*How to complete this task*. Gather all lines in the records below that include the word "Hellweg".
=== Begin Enclosure ===
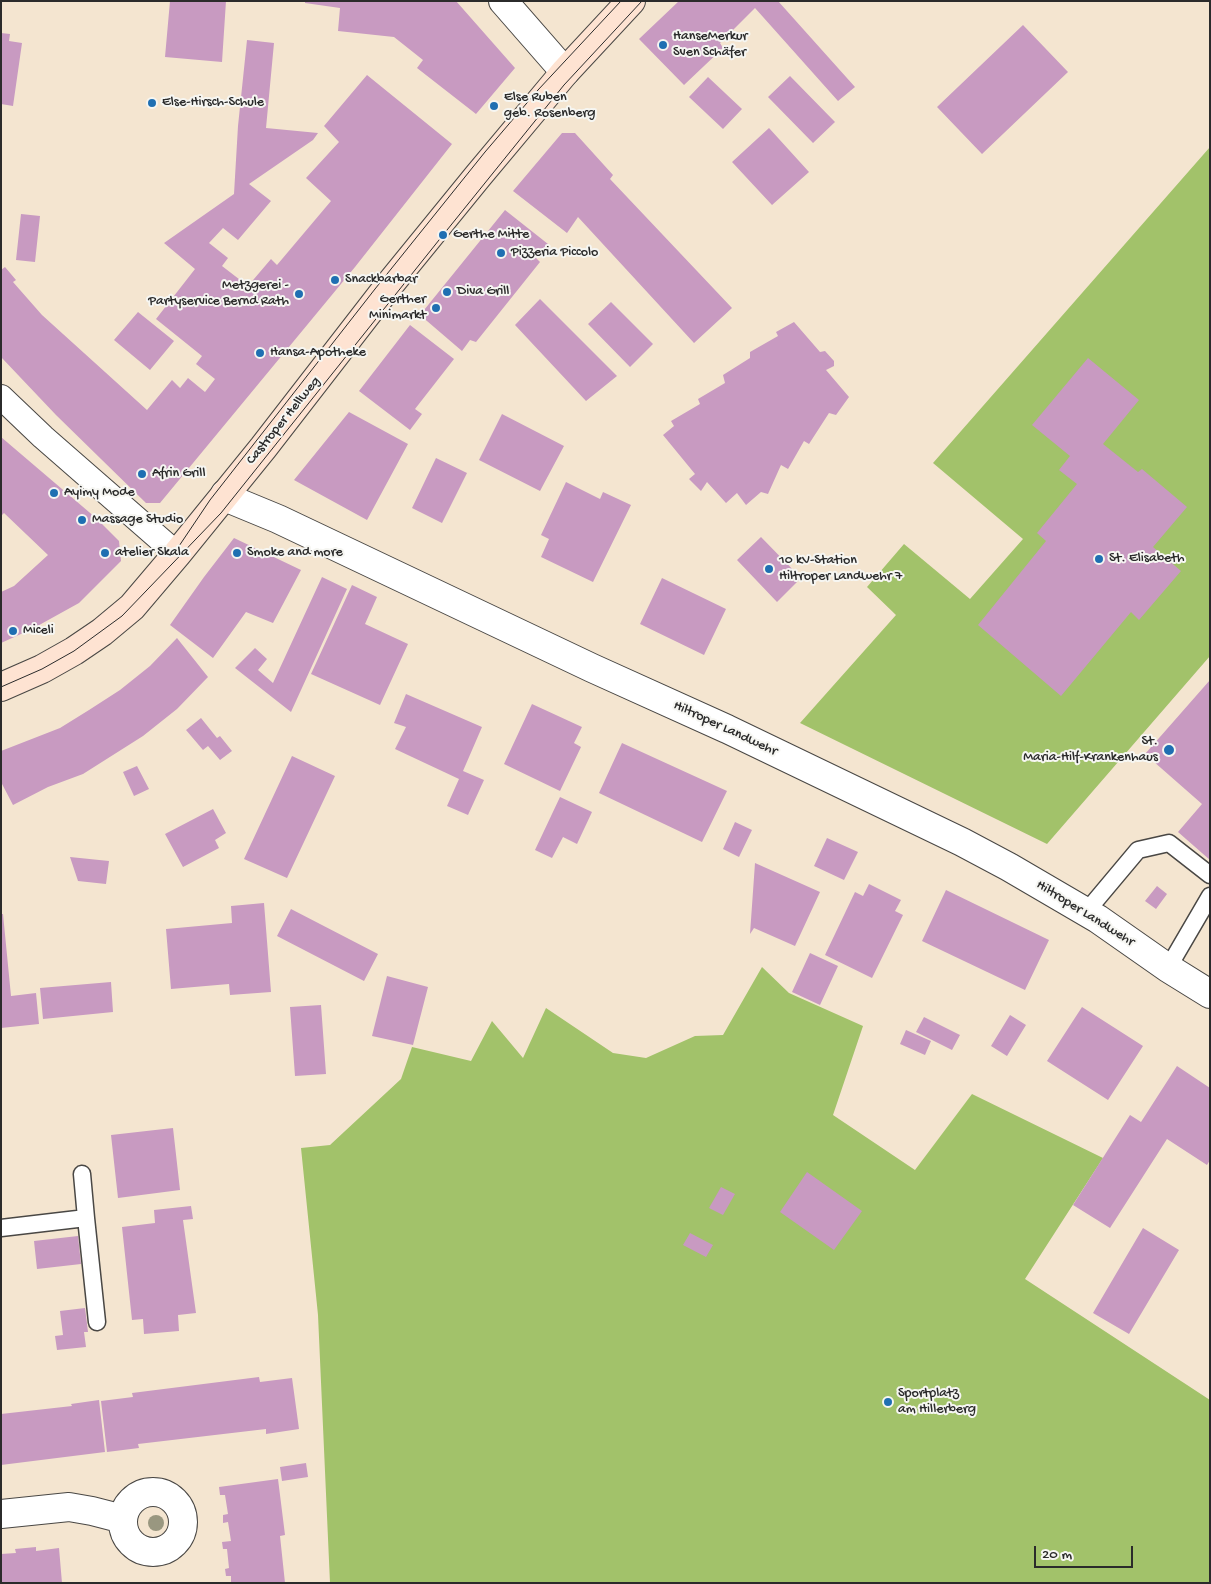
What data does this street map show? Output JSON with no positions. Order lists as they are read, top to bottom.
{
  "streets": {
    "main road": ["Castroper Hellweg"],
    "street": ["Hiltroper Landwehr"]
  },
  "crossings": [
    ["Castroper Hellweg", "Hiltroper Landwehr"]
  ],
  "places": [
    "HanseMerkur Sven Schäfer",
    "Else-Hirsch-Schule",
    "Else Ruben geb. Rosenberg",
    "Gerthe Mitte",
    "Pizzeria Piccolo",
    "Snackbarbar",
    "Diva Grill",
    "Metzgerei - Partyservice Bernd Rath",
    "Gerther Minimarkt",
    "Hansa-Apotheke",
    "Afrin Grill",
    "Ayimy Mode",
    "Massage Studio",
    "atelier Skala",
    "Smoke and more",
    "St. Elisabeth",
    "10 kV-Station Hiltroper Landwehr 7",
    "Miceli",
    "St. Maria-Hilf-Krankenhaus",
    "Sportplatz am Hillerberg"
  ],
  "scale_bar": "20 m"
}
=== End Enclosure ===
*Answer to this task*.
    "main road": ["Castroper Hellweg"],
    ["Castroper Hellweg", "Hiltroper Landwehr"]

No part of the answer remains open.